*** Material to process Section Begins ***

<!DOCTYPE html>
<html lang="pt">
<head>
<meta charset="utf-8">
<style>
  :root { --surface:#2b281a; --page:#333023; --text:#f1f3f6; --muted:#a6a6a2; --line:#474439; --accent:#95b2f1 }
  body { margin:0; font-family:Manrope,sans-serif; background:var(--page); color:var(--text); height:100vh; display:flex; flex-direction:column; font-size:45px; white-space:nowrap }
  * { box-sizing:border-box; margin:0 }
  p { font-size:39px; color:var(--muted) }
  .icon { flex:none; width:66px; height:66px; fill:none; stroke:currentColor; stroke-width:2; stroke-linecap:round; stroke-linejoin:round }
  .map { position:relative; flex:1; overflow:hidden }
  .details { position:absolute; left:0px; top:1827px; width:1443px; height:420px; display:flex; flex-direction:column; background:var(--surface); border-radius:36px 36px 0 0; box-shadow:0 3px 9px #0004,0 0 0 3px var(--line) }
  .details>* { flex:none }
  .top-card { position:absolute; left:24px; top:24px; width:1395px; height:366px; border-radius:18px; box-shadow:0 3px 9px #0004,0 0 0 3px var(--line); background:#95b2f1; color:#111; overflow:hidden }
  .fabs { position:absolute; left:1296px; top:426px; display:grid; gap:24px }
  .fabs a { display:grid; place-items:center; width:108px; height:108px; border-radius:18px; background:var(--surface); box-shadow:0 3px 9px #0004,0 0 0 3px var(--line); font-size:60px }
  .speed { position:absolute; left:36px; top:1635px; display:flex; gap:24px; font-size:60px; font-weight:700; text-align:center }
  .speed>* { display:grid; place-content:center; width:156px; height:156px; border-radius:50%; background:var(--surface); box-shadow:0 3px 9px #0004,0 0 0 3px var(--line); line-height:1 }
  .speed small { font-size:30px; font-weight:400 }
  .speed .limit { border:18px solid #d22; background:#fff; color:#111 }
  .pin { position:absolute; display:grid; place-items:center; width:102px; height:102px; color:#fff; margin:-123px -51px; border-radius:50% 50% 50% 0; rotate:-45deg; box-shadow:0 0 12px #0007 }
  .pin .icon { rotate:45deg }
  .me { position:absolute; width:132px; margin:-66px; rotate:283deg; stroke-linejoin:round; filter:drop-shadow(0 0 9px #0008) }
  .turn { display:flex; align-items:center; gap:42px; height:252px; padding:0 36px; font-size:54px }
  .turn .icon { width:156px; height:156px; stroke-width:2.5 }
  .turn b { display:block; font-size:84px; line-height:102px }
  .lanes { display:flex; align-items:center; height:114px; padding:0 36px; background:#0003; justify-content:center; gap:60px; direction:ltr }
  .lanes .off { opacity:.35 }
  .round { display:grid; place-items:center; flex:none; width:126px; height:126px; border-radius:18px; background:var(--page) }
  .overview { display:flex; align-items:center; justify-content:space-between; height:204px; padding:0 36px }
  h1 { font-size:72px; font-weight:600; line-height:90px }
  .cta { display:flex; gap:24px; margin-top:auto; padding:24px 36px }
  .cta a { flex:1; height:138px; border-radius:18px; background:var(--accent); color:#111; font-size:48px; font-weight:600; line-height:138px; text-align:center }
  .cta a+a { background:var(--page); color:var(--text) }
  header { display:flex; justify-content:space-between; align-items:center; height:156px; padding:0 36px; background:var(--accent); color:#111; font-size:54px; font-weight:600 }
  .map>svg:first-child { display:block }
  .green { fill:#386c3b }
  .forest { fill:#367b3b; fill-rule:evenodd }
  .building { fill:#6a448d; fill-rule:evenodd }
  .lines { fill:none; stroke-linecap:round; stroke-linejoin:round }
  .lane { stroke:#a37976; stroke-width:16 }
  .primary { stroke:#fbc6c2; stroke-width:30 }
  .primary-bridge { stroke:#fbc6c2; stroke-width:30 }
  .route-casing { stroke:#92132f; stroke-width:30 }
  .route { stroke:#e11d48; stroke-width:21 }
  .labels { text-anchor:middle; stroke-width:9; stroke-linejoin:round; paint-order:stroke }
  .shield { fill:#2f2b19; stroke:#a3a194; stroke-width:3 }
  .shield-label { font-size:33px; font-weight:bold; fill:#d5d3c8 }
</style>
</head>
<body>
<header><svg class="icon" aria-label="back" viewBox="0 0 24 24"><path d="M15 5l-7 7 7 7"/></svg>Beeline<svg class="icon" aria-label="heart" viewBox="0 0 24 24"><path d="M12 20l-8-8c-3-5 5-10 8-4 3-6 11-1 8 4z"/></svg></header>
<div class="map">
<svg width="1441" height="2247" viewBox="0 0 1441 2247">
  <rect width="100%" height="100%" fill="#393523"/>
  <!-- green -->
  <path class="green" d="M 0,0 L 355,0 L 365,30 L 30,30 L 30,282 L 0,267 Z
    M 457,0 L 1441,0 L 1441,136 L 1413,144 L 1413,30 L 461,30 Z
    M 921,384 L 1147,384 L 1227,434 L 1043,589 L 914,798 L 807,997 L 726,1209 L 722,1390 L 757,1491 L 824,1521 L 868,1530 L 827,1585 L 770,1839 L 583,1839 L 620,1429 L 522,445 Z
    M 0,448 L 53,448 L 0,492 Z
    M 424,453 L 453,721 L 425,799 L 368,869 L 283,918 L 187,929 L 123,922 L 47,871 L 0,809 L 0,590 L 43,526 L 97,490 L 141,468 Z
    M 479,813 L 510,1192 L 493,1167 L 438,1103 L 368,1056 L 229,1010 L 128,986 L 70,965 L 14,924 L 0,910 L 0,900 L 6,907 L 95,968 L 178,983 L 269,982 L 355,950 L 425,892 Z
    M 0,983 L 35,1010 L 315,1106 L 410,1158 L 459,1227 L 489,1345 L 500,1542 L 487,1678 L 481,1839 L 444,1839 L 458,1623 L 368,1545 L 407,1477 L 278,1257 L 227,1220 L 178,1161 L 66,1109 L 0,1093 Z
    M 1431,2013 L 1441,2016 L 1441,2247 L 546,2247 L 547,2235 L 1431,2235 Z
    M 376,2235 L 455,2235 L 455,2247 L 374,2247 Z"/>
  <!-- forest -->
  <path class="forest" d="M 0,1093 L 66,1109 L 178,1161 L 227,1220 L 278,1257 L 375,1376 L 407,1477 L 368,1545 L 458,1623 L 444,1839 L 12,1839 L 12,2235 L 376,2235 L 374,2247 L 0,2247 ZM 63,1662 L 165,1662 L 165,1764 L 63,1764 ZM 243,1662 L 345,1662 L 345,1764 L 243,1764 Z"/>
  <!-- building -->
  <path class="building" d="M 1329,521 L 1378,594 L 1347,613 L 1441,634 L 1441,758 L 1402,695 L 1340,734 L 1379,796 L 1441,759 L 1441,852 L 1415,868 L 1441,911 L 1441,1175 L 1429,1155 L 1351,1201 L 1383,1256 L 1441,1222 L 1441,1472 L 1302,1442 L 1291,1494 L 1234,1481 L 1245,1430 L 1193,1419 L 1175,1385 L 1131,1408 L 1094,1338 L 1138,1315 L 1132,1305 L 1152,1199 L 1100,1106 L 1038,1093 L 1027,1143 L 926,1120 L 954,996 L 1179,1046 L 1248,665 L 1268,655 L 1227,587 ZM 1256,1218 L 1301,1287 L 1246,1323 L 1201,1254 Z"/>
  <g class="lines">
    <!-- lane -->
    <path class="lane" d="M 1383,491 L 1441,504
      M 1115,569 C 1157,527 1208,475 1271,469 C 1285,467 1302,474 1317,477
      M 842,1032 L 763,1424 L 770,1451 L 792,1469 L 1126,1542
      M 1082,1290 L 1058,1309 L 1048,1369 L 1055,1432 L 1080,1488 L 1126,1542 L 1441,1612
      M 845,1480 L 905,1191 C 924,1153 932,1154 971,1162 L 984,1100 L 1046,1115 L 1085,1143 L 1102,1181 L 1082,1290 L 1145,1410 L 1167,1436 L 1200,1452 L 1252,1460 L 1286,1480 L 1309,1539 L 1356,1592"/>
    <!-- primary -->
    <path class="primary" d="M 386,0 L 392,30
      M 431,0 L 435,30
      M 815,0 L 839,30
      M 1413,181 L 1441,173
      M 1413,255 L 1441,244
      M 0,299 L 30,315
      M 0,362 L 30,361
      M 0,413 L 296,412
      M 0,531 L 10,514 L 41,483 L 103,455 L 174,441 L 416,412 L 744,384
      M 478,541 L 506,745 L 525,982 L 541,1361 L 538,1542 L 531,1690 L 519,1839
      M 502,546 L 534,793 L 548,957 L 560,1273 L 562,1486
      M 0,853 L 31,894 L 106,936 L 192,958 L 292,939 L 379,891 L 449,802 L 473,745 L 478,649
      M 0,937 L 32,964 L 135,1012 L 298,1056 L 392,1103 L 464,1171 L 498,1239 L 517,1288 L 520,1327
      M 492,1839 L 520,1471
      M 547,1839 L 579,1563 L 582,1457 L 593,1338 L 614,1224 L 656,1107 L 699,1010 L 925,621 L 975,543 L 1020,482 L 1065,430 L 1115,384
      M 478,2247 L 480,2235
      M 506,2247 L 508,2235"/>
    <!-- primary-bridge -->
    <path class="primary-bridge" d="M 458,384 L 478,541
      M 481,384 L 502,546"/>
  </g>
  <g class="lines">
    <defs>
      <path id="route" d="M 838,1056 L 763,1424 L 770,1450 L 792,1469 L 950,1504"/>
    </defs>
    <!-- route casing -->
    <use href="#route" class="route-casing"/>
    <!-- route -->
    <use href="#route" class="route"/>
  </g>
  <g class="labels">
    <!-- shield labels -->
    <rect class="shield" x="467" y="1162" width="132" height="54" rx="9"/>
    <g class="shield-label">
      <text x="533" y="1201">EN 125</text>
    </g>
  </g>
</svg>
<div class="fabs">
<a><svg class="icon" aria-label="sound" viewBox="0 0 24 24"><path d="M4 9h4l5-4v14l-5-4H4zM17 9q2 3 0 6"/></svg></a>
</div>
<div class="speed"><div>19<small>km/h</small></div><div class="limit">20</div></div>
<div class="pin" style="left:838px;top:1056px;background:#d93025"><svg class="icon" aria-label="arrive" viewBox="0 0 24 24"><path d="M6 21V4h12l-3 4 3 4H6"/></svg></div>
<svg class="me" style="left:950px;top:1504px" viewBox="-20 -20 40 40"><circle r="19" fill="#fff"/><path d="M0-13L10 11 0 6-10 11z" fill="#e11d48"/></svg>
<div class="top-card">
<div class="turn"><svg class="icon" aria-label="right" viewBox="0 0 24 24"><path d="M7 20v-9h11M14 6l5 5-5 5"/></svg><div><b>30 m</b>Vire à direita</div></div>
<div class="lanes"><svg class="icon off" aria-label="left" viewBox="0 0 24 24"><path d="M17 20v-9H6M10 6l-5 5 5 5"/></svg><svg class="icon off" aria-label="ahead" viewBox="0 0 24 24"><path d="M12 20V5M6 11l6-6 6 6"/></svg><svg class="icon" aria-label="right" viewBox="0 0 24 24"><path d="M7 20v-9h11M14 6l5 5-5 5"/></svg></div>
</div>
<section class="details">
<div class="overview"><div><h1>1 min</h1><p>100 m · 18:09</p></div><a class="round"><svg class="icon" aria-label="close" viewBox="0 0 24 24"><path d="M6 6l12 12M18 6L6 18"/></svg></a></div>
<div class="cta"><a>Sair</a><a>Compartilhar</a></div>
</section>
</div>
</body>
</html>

*** Material to process Section Ends ***

-- Work instruction --
In the records above, find the line with "flex:none; width:66px; height:66px;"; write out exactly that line and each one after it, stopping after the line with "position:absolute; left:36px; top:1635px;".

-- Task result --
  .icon { flex:none; width:66px; height:66px; fill:none; stroke:currentColor; stroke-width:2; stroke-linecap:round; stroke-linejoin:round }
  .map { position:relative; flex:1; overflow:hidden }
  .details { position:absolute; left:0px; top:1827px; width:1443px; height:420px; display:flex; flex-direction:column; background:var(--surface); border-radius:36px 36px 0 0; box-shadow:0 3px 9px #0004,0 0 0 3px var(--line) }
  .details>* { flex:none }
  .top-card { position:absolute; left:24px; top:24px; width:1395px; height:366px; border-radius:18px; box-shadow:0 3px 9px #0004,0 0 0 3px var(--line); background:#95b2f1; color:#111; overflow:hidden }
  .fabs { position:absolute; left:1296px; top:426px; display:grid; gap:24px }
  .fabs a { display:grid; place-items:center; width:108px; height:108px; border-radius:18px; background:var(--surface); box-shadow:0 3px 9px #0004,0 0 0 3px var(--line); font-size:60px }
  .speed { position:absolute; left:36px; top:1635px; display:flex; gap:24px; font-size:60px; font-weight:700; text-align:center }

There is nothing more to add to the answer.